• Your objective: Please transcribe every entry below exactly as written.

• Information provided:

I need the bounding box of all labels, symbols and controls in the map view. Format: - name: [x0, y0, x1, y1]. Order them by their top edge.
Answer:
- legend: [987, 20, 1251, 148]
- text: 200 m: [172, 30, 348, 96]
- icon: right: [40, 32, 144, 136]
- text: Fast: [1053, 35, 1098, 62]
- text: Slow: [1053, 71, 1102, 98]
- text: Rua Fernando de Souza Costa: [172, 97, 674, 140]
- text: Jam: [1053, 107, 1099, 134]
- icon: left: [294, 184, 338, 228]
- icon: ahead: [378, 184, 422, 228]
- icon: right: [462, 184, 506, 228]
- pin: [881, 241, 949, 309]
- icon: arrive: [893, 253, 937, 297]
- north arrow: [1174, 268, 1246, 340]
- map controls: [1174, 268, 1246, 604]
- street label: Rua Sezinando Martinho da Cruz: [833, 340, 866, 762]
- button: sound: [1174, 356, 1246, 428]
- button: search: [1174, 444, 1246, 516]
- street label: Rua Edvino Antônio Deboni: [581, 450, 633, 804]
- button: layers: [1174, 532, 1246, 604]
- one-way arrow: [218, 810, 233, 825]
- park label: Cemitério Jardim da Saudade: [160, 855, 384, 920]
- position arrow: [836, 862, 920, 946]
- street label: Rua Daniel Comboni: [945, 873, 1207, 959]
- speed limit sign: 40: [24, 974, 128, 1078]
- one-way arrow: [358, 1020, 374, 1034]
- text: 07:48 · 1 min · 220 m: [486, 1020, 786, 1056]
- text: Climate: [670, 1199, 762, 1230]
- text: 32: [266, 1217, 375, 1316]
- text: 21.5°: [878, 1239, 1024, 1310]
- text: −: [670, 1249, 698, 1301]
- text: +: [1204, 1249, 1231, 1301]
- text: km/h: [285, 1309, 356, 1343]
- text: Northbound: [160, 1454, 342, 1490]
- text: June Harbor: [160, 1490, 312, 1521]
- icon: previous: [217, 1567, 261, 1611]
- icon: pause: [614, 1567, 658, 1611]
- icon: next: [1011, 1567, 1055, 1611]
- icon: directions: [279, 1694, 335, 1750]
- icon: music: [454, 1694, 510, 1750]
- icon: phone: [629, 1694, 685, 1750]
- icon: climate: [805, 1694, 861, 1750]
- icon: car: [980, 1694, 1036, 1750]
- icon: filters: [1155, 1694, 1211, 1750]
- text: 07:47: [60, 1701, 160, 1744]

• Reply:
I need the bounding box of all labels, symbols and controls in the map view. Format: - name: [x0, y0, x1, y1]. Order them by their top edge.
Answer:
- legend: [987, 20, 1251, 148]
- text: 200 m: [172, 30, 348, 96]
- icon: right: [40, 32, 144, 136]
- text: Fast: [1053, 35, 1098, 62]
- text: Slow: [1053, 71, 1102, 98]
- text: Rua Fernando de Souza Costa: [172, 97, 674, 140]
- text: Jam: [1053, 107, 1099, 134]
- icon: left: [294, 184, 338, 228]
- icon: ahead: [378, 184, 422, 228]
- icon: right: [462, 184, 506, 228]
- pin: [881, 241, 949, 309]
- icon: arrive: [893, 253, 937, 297]
- north arrow: [1174, 268, 1246, 340]
- map controls: [1174, 268, 1246, 604]
- street label: Rua Sezinando Martinho da Cruz: [833, 340, 866, 762]
- button: sound: [1174, 356, 1246, 428]
- button: search: [1174, 444, 1246, 516]
- street label: Rua Edvino Antônio Deboni: [581, 450, 633, 804]
- button: layers: [1174, 532, 1246, 604]
- one-way arrow: [218, 810, 233, 825]
- park label: Cemitério Jardim da Saudade: [160, 855, 384, 920]
- position arrow: [836, 862, 920, 946]
- street label: Rua Daniel Comboni: [945, 873, 1207, 959]
- speed limit sign: 40: [24, 974, 128, 1078]
- one-way arrow: [358, 1020, 374, 1034]
- text: 07:48 · 1 min · 220 m: [486, 1020, 786, 1056]
- text: Climate: [670, 1199, 762, 1230]
- text: 32: [266, 1217, 375, 1316]
- text: 21.5°: [878, 1239, 1024, 1310]
- text: −: [670, 1249, 698, 1301]
- text: +: [1204, 1249, 1231, 1301]
- text: km/h: [285, 1309, 356, 1343]
- text: Northbound: [160, 1454, 342, 1490]
- text: June Harbor: [160, 1490, 312, 1521]
- icon: previous: [217, 1567, 261, 1611]
- icon: pause: [614, 1567, 658, 1611]
- icon: next: [1011, 1567, 1055, 1611]
- icon: directions: [279, 1694, 335, 1750]
- icon: music: [454, 1694, 510, 1750]
- icon: phone: [629, 1694, 685, 1750]
- icon: climate: [805, 1694, 861, 1750]
- icon: car: [980, 1694, 1036, 1750]
- icon: filters: [1155, 1694, 1211, 1750]
- text: 07:47: [60, 1701, 160, 1744]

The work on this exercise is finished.